In the United States, the common law elements of arson are often varied in different jurisdictions. For example, the element of "dwelling" is no longer required in most states, and arson occurs by the burning of any real property without consent or with unlawful intent.

====Degrees====
Arson is prosecuted with attention to degree of severity in the alleged offense, but some states do not categorize arson by any degree. In the state of Tennessee, arson is categorized as "arson" and "aggravated arson".

First degree arson generally occurs when people are harmed or killed in the course of the fire, while second degree arson occurs when significant destruction of property occurs. While usually a felony, arson may also be prosecuted as a misdemeanor, "criminal mischief", or "destruction of property". Burglary also occurs, if the arson involved a "breaking and entering". In states with the death penalty and in federal law, a person may be sentenced to death if arson occurred as a method of homicide, as was the case in California of Raymond Lee Oyler, and in Texas of Cameron Todd Willingham. In several U.S. state legal systems (and nations like France) arson is divided into degrees depending the value of the property. It may also include additional penalties if the crime was committed during the day or night.
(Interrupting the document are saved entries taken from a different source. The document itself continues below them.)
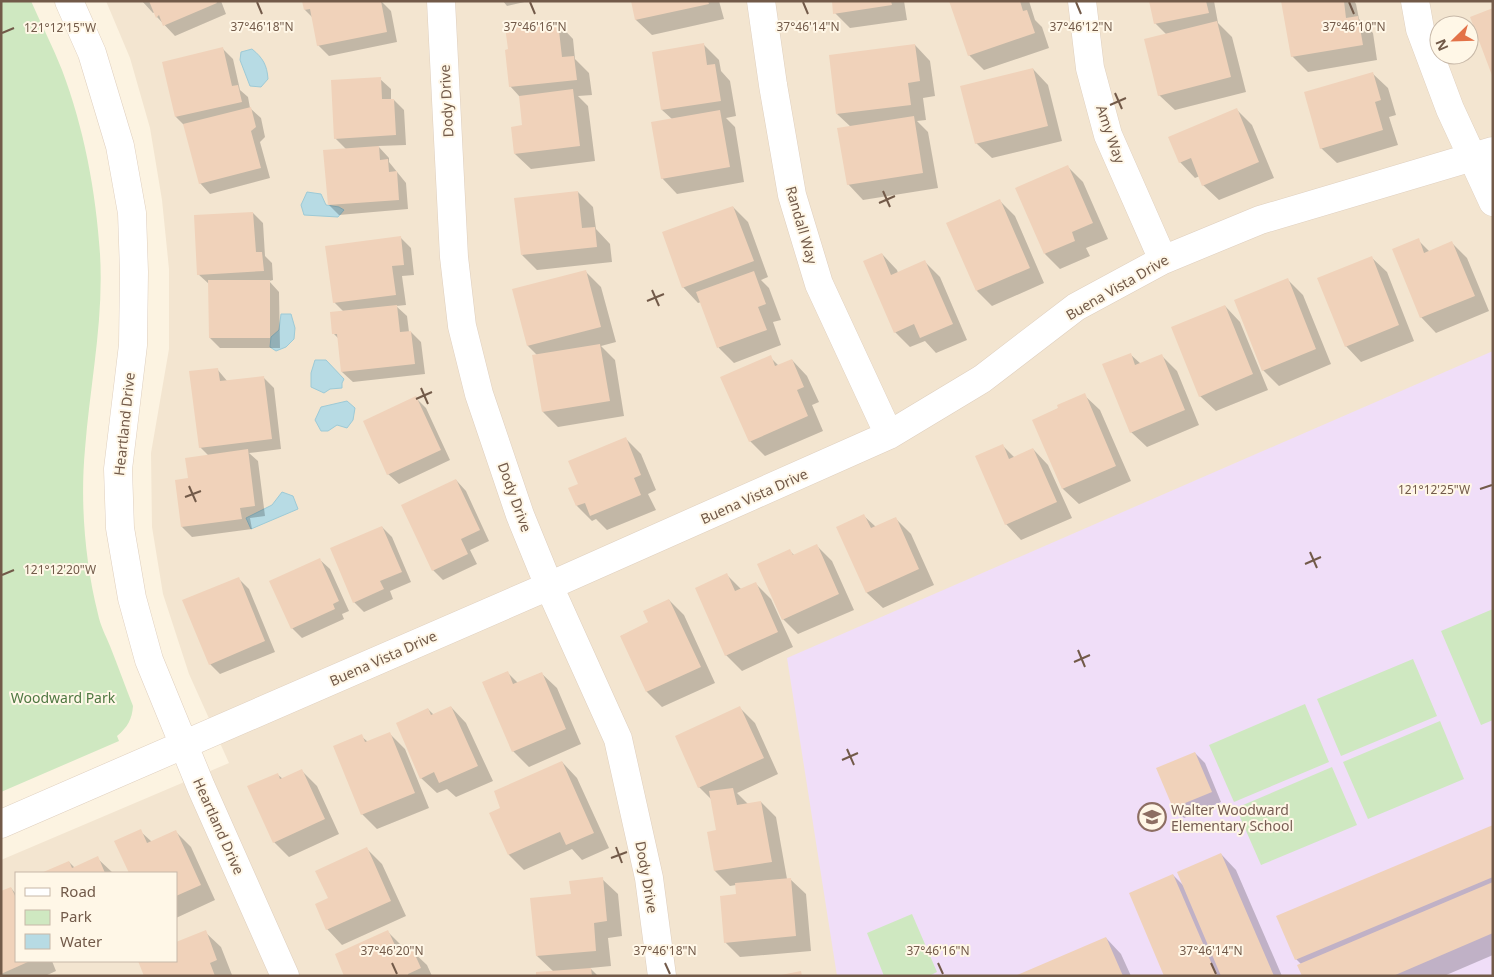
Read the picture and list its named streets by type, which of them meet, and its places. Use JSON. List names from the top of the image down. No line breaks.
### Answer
{"streets":{"street":["Dody Drive","Amy Way","Randall Way","Buena Vista Drive","Heartland Drive"]},"crossings":[["Dody Drive","Buena Vista Drive"],["Amy Way","Buena Vista Drive"],["Randall Way","Buena Vista Drive"],["Buena Vista Drive","Heartland Drive"]],"parks":["Woodward Park"],"places":{"school or university":["Walter Woodward Elementary School"]},"legend":["Road","Park","Water"],"north":"bottom left","coordinates":["37°46'18\"N","37°46'16\"N","37°46'14\"N","37°46'12\"N","37°46'10\"N","121°12'15\"W","121°12'25\"W","121°12'20\"W","37°46'20\"N"]}
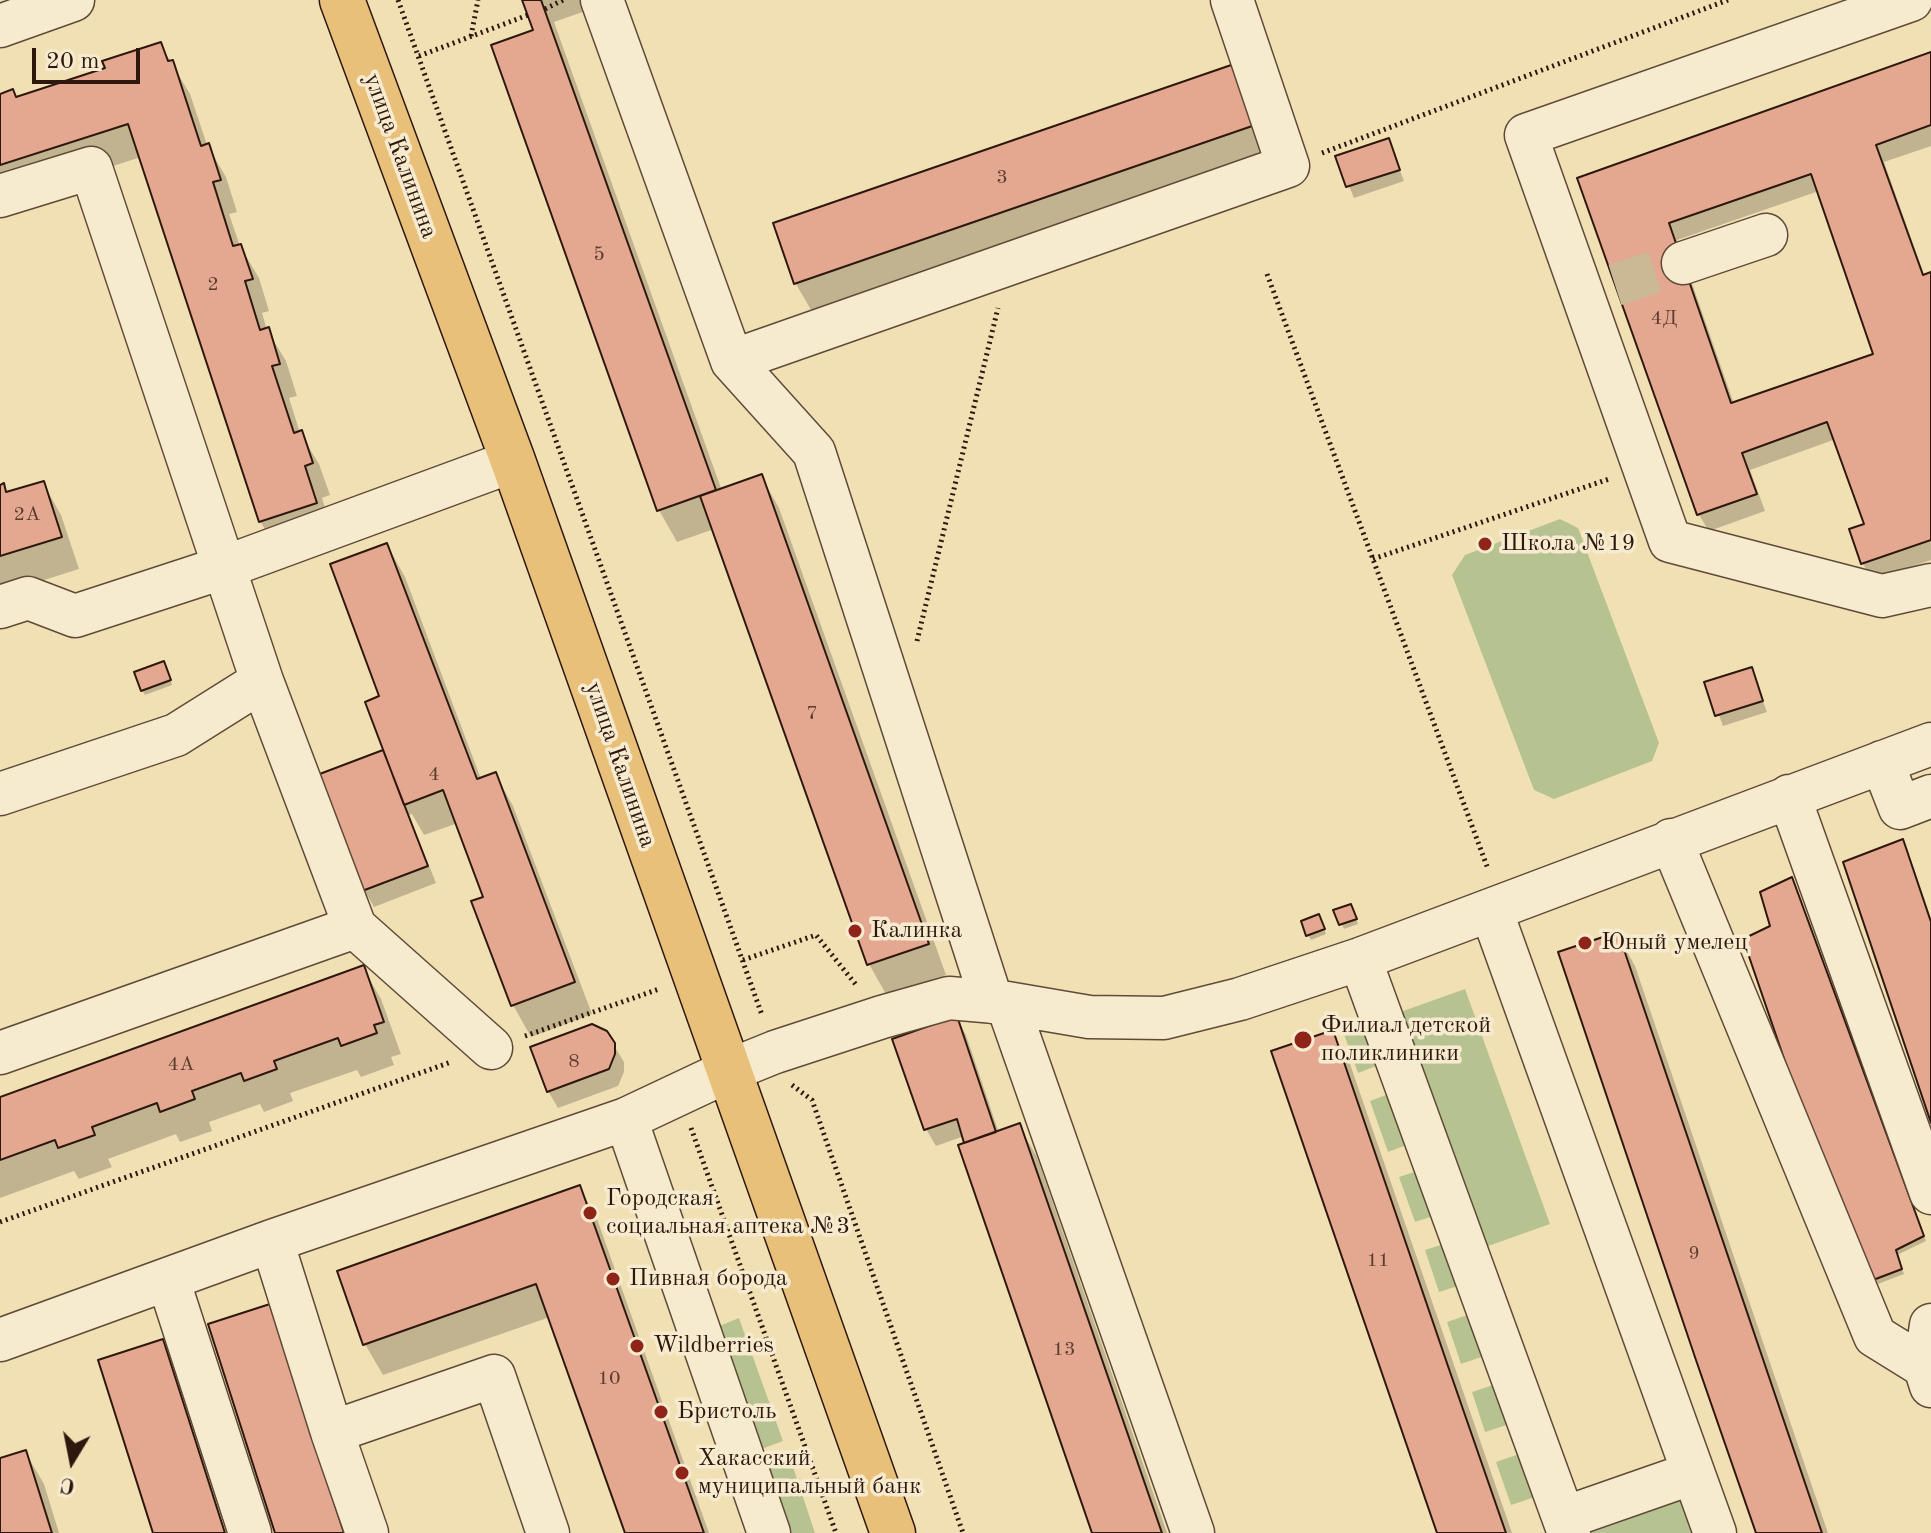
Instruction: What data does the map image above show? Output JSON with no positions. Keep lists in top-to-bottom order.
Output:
{
  "streets": {
    "main road": ["улица Калинина"]
  },
  "places": [
    "Школа №19",
    "Калинка",
    "Юный умелец",
    "Филиал детской поликлиники",
    "Городская социальная аптека №3",
    "Пивная борода",
    "Wildberries",
    "Бристоль",
    "Хакасский муниципальный банк"
  ],
  "house_numbers": [
    "3",
    "5",
    "2",
    "4Д",
    "2А",
    "7",
    "4",
    "8",
    "4А",
    "9",
    "11",
    "13",
    "10"
  ],
  "scale_bar": "20 m",
  "north": "bottom"
}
- First-degree arson – Burning an occupied structure such as a school or a place where people are normally present
- Second-degree arson – Burning an unoccupied building such as an empty barn or an unoccupied house or other structure to claim insurance on such property
- Third-degree arson – Burning an abandoned building or an abandoned area, such as a field, forest or woods.

Many statutes vary the degree of the crime according to the criminal intent of the accused. Some US states use other degrees of arson, such as "fourth" and "fifth" degree.

In New York, arson is charged in five degrees. Arson in the first degree is a Class A-1 felony and requires the intent to burn the building with a person inside using an explosive incendiary device. In New York, the criminal charge of arson includes a maximum sentence of 25 years to life.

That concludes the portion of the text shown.